FIG. 1 is a principle block diagram of the present invention. FIG. 2 is a configuration diagram of an access control circuit according to an embodiment of the present invention. FIG. 3 is a timing diagram showing the operation of the access control circuit according to the embodiment. FIG. 5 is a configuration diagram of a conventional access control circuit; FIG. 6 is a timing diagram representing the operation of a conventional access control circuit; FIG. 7 is a flowchart representing a conventional rewriting operation. be. In the figure, 101 is a RAM, 111 is an address generation means, 112 is an instruction means, 113 is a comparison means, 114 is a selection means, 115 is an input means, 201 and 501 are RAMs, 202 and 502 are processors, and 211 and 511 are counters. , 212, 512 are enable signal generation circuits, 213, 5
13 is a read/write control circuit, 214 is a selector, 215, 233, 234, 514, 515, 533, 5
34, 535, and 536 are D-type flip-flops (D-F
F), 216, 516, 517 are 3-state buffers, 231
, 530 are comparison circuits, 232, 531, and 532 are set-reset flip-flops (SR-FF), 235 is an AND gate, and 236 and 537 are gate circuits.

Claims (1)

[Claims] 1. Access in which the output of an address generating means (111) that sequentially generates each address of a RAM (101) at a predetermined period is used as an input address to the RAM (101), and the corresponding data is sequentially output. The control circuit divides each period into two partial periods, instructs the RAM (101) to output data corresponding to the input address in the first half period, and instructs the RAM (101) to output data corresponding to the input address in the second half period.

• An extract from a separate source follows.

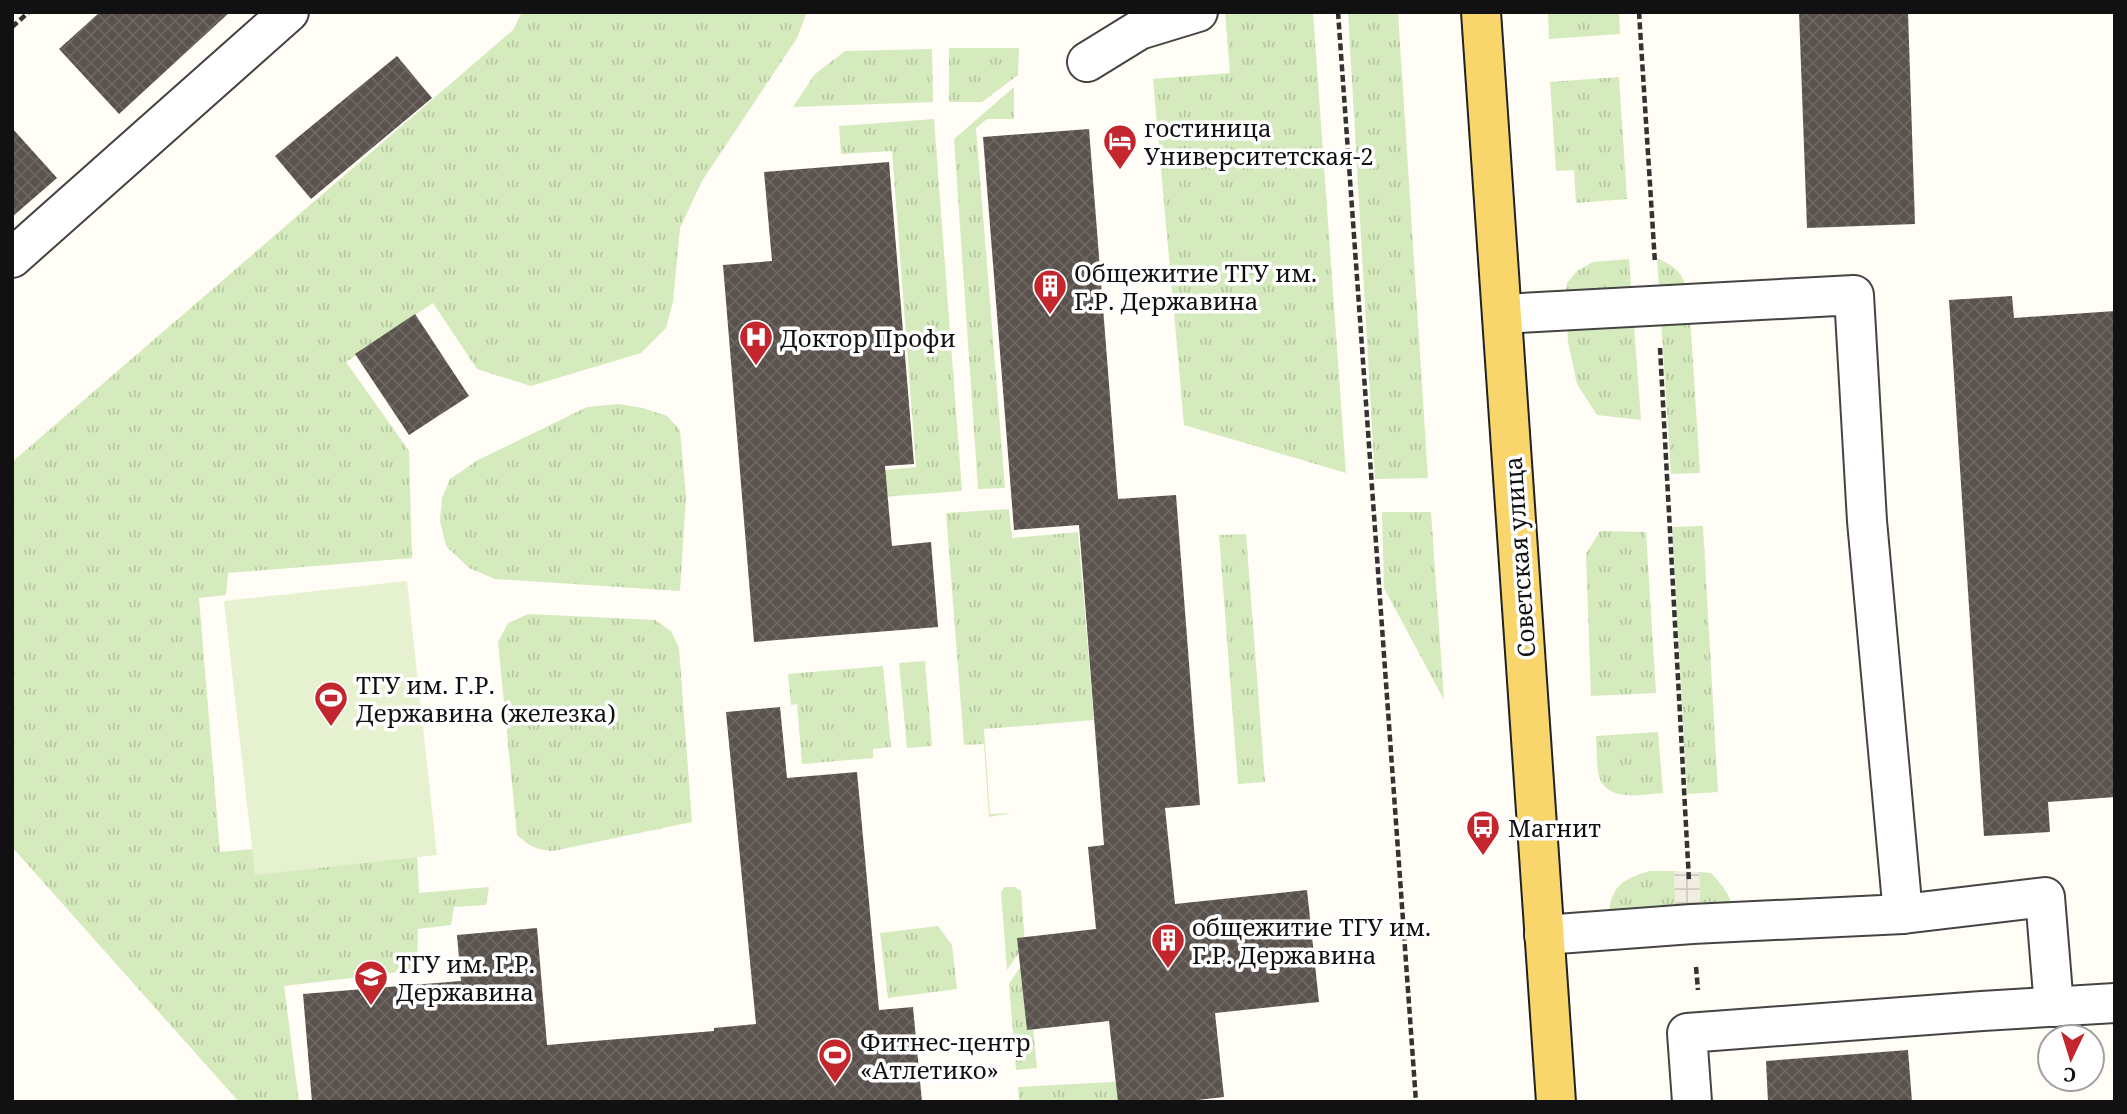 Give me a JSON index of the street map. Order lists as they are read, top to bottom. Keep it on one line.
{"streets":{"main road":["Советская улица"]},"places":{"hotel":["гостиница Университетская-2"],"building":["Общежитие ТГУ им. Г.Р. Державина","общежитие ТГУ им. Г.Р. Державина"],"hospital":["Доктор Профи"],"sports":["ТГУ им. Г.Р. Державина (железка)","Фитнес-центр «Атлетико»"],"bus stop":["Магнит"],"school or university":["ТГУ им. Г.Р. Державина"]},"north":"bottom"}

an instruction means (112) for instructing writing of data input to the RAM (101) to an input address; and a change address corresponding to the data to be changed is input, and the input address to the RAM (101) and the change are input. If the comparison means (113) determines that the changed address and the input address to the RAM (101) do not match, the address is outputted by the RAM (101). a selection means (114) that outputs the data as is and outputs input change information when it is determined that they match; and an input that inputs the data output by the selection means (114) to the RAM (101). An access control circuit comprising means (115).